Advanced Network features

The Emulab framework is specifically targeted at creating small to large and complicated network topologies. These emulated networks can be fully and dynamically controlled. For example, the bandwidth of certain network links can be changed during the experiment. Bandwidth is not the only parameter that can be adjusted. This is the complete set of manageable parameters: bandwidth, latency, lossrate.

Next to adjusting certain parameters of the network, it is also possible to turn networks on or off. In this way an experimenter can emulate Computes going down or up without the hassle of really shutting down the Compute and making it necessary to reconfigure the entire Compute. This is done by changing the state of the Network.

It is also possible for the experimenter to set up a network with some active traffic. In order to determine the influence of background traffic on the tested system, transport layer streams can be created on each of the network links. These streams can use the UDP or TCP protocol, which can be chosen through the protocol parameter. The bandwidth of the stream can be controlled by setting the other two parameters for packetsize (in bytes) and throughput (in packets per second).

Most recently we also added a very advanced Emulab feature to the BonFIRE OCCI XML Schema: Emulab’s buffering strategy. This allows to change how Emulab will do the queueing in its emulated networks. There are three possible buffering strategies: Default, RED, GRED. The last two require extra parameters to be filled in: queue-in-bytes, limit, maxthresh, thresh, linterm, q_weigth.

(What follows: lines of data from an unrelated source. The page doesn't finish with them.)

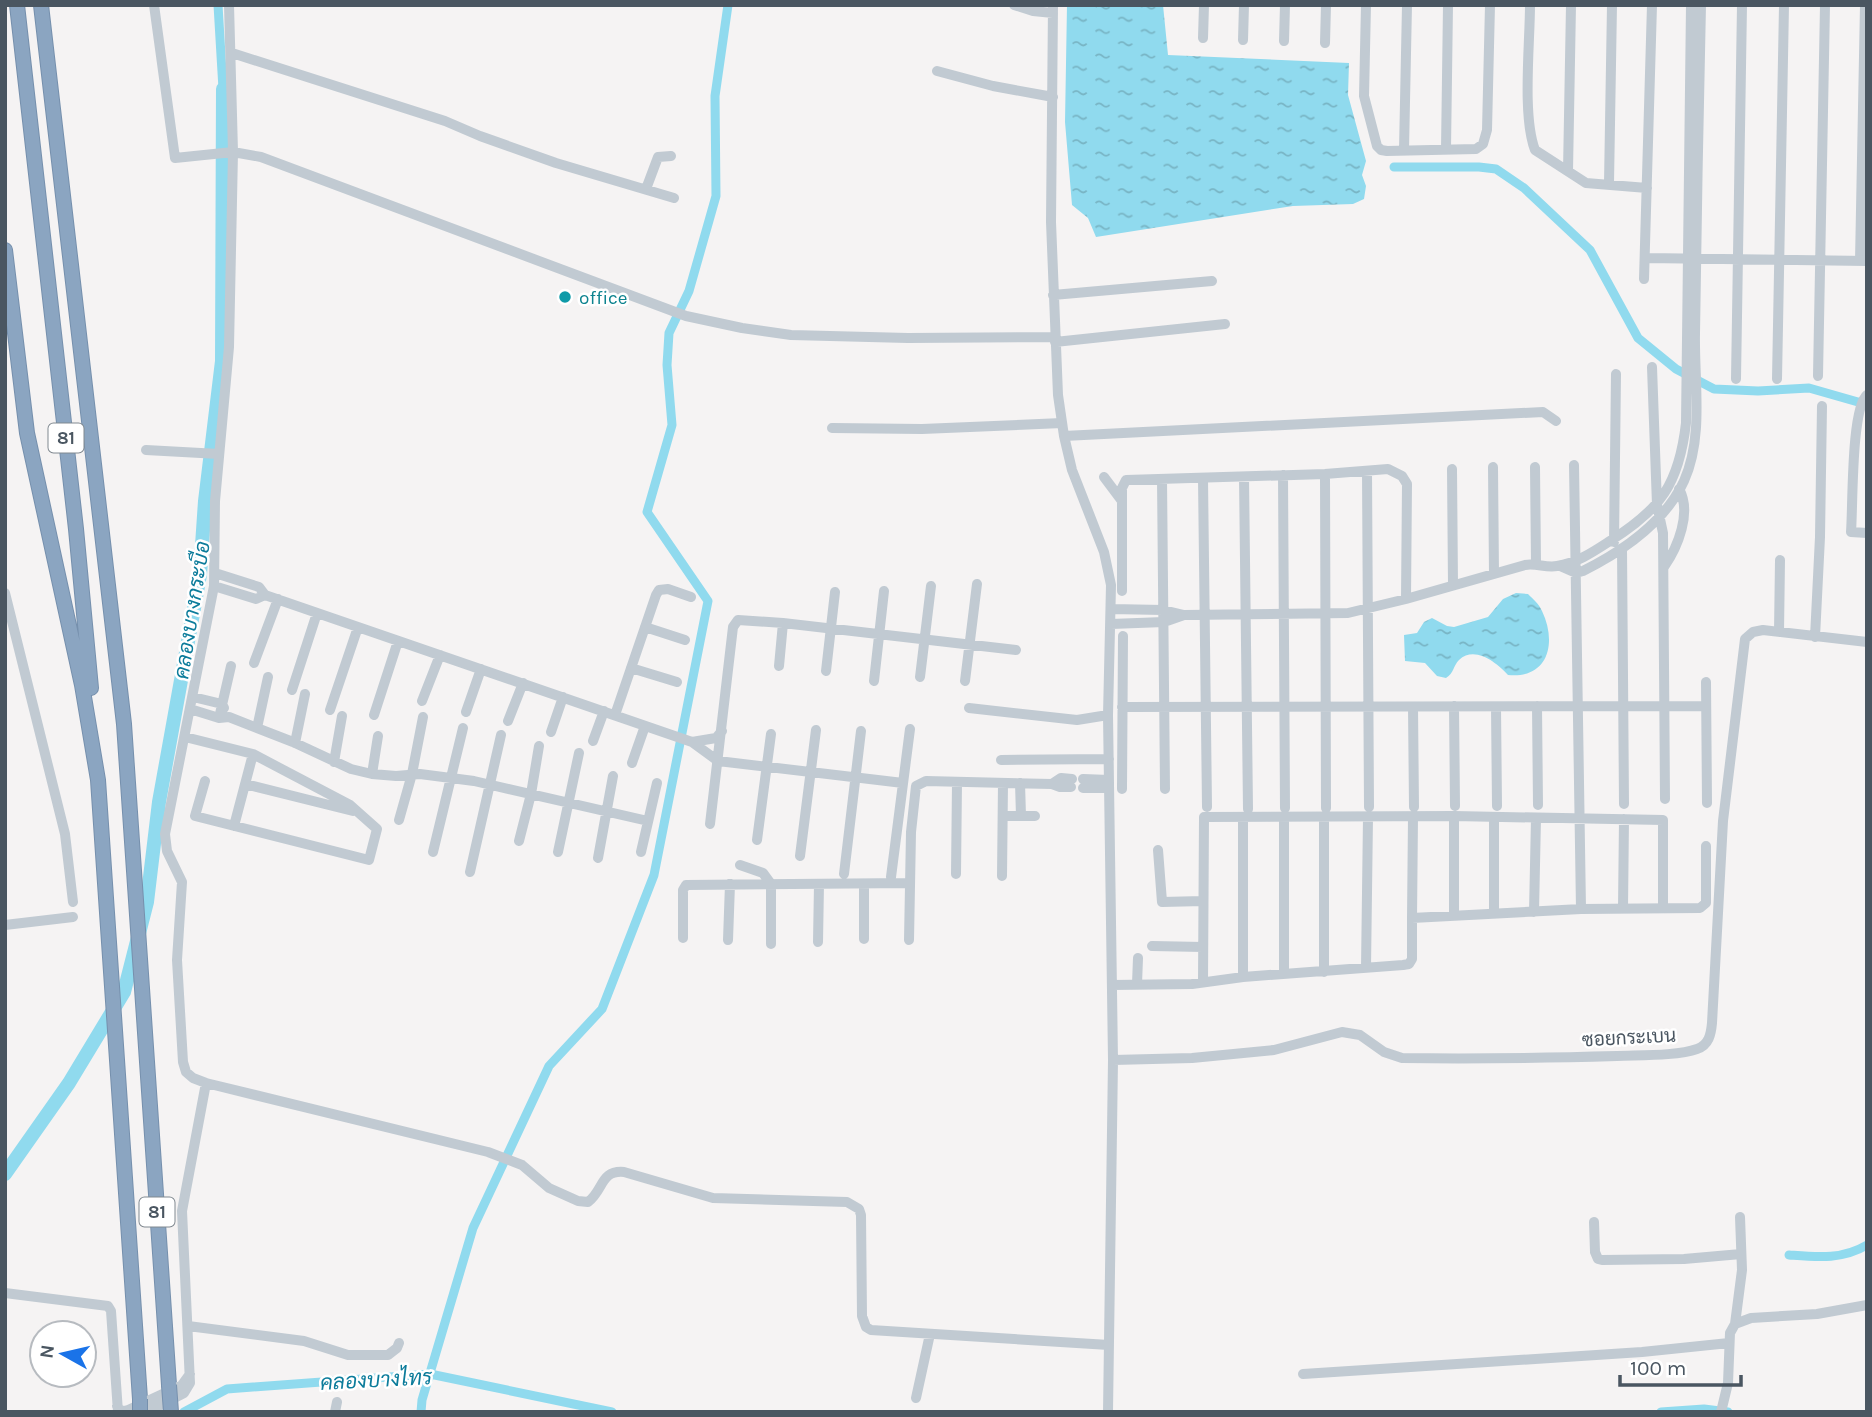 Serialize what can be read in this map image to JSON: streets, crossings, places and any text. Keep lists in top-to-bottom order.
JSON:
{
  "streets": {
    "highway": ["81"],
    "street": ["ซอยกระเบน"]
  },
  "water": ["คลองบางกระบือ", "คลองบางไทร"],
  "places": ["office"],
  "scale_bar": "100 m",
  "north": "left"
} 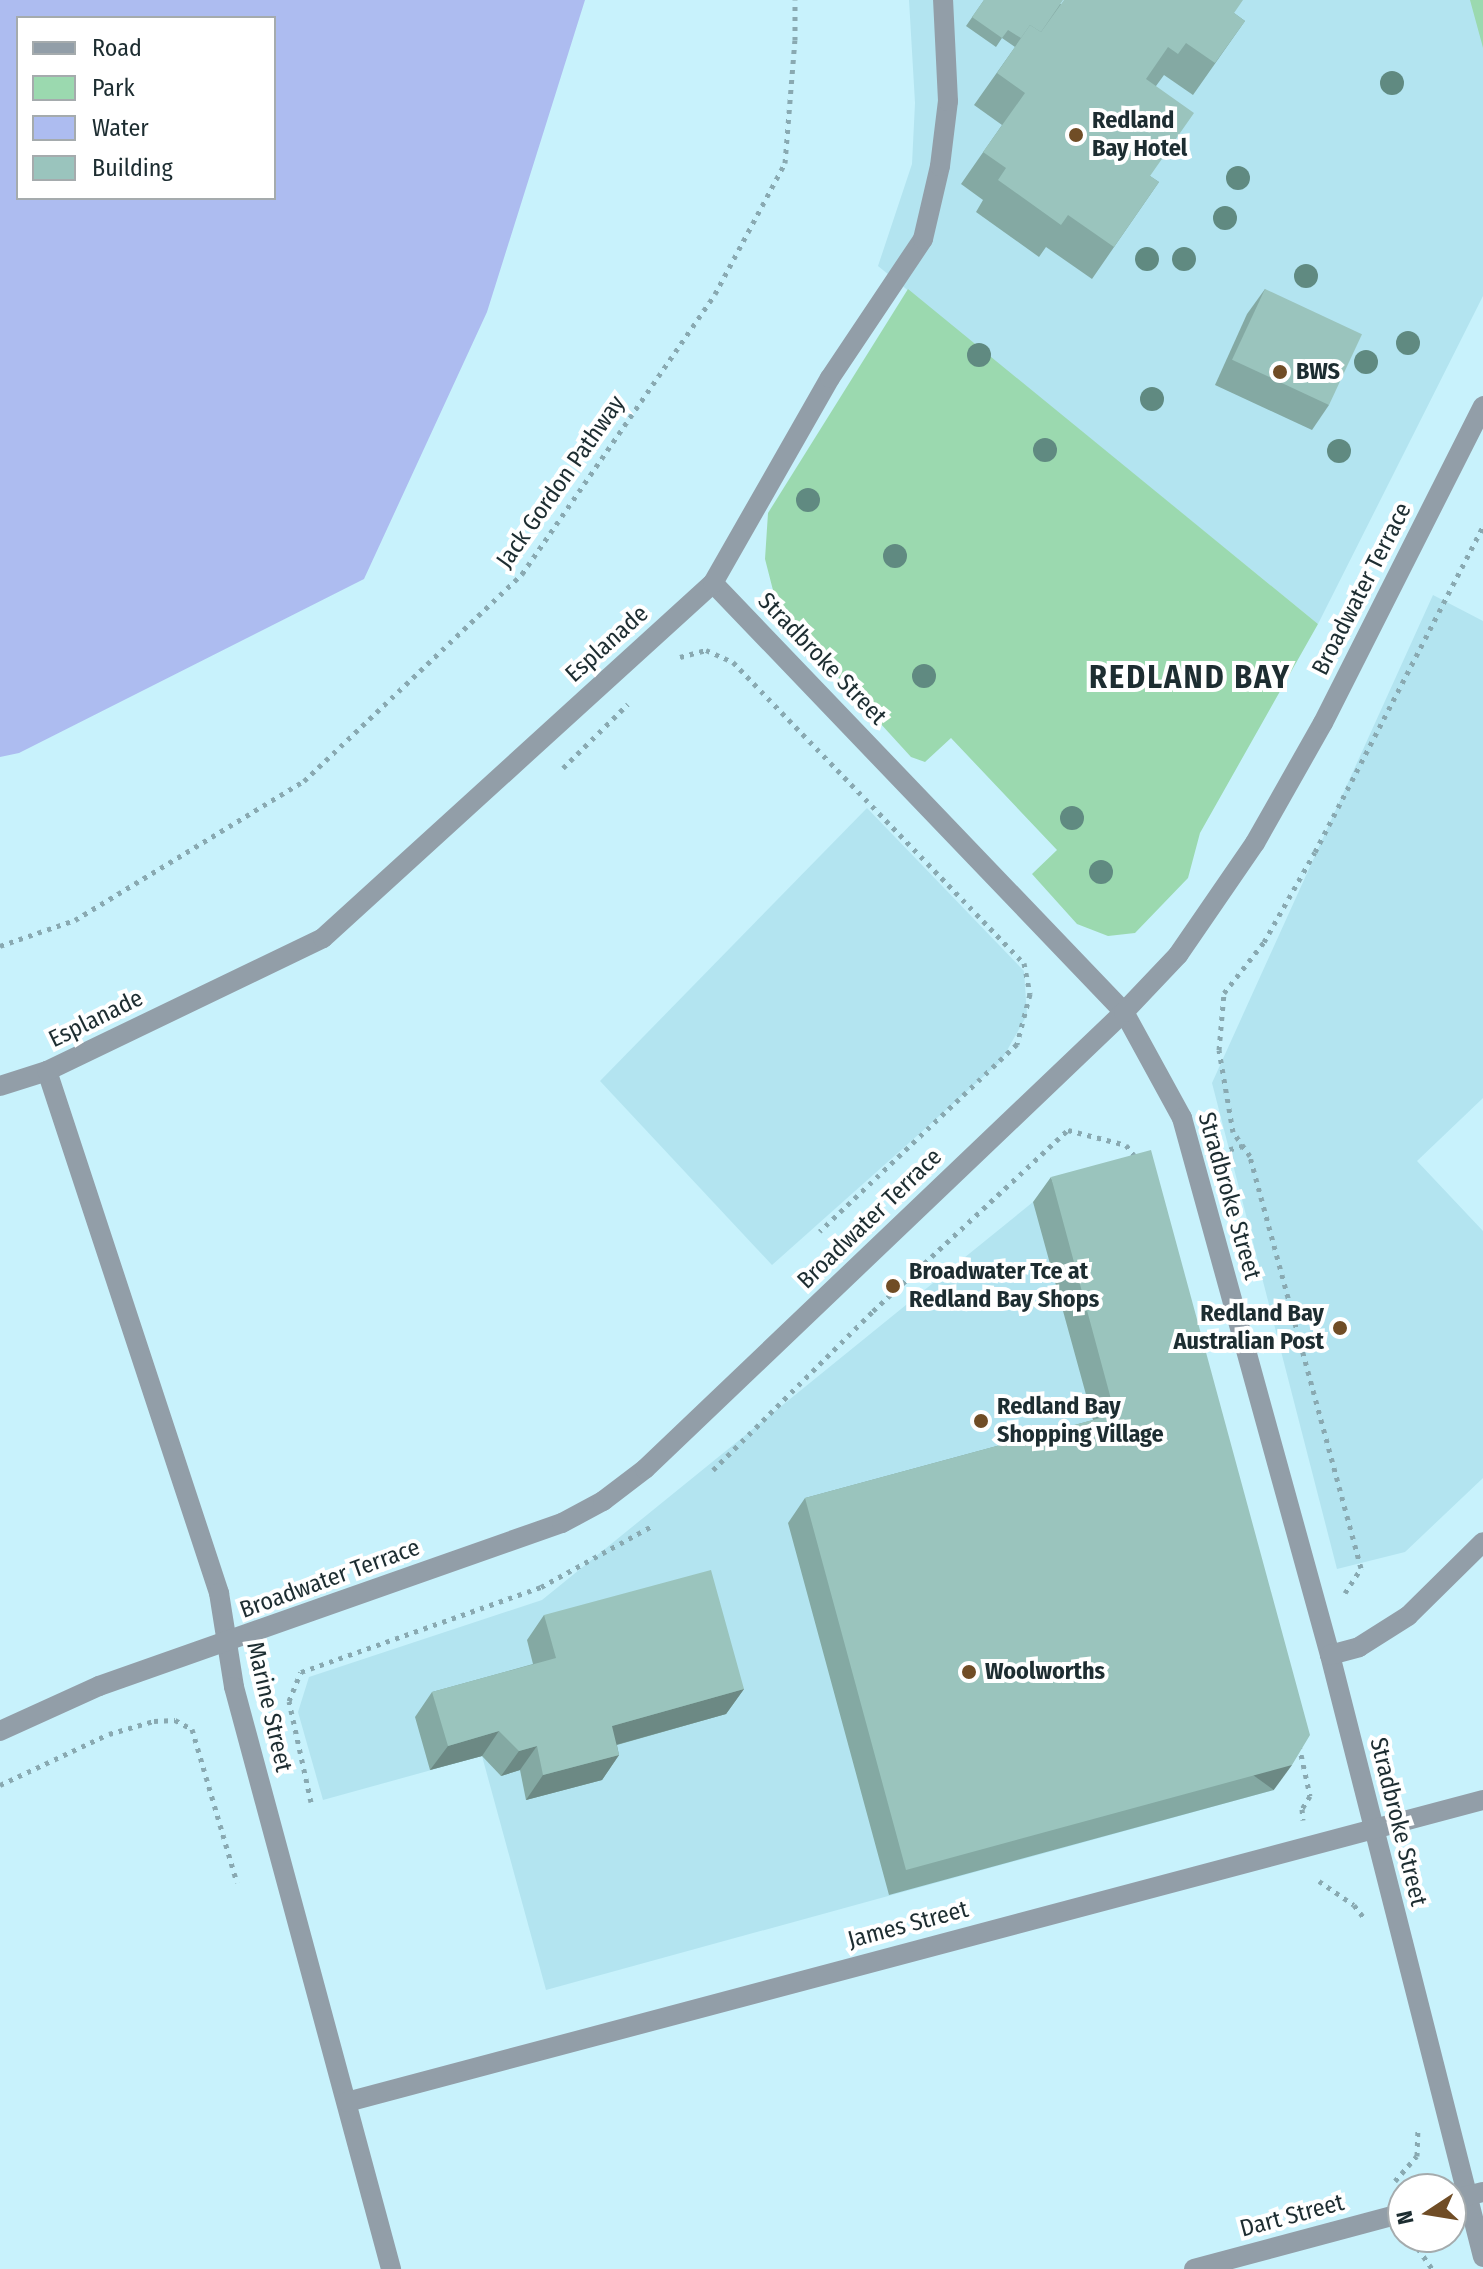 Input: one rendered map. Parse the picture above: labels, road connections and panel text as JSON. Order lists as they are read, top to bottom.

Example of a fully featured Virtual Wall Network resource:

<?xml version="1.0" encoding="UTF-8"?>
<network xmlns="http://api.bonfire-project.eu/doc/schemas/occi" href="/locations/be-ibbt/networks/27">
  <id>27</id>
  <name>Network name</name>
  <address>192.168.0.0</address>
  <public>No</public>
  <size>C</size>
  <!-- managed network -->
  <bandwidth>1000</bandwidth>
  <latency>10</latency>
  <lossrate>0.1</lossrate>
  <!-- active network -->
  <throughput>200</throughput>
  <protocol>UDP</protocol>
  <packetsize>10</packetsize>
  <!-- buffering strategy -->
  <strategy>RED</strategy>
  <queue-in-bytes>0</queue-in-bytes>
  <limit>10</limit>
  <maxthresh>15</maxthresh>
  <thresh>5</thresh>
  <linterm>2</linterm>
  <q_weigth>20</q_weigth>
</network>

Network attributes

A network resource can have a number of attributes:

  • name: The network name.
  • description: The network description.
  • address: The address you wish for your network subnet.
  • size: The size of the network subnet. Possible values include A, B, C (these letters refer to the IANA-reserved private IPv4 network ranges) or CIDR prefix.
  • public: A flag that specifies if that network resource can be seen and used by anyone. Possible values are YES or NO. Defaults to NO.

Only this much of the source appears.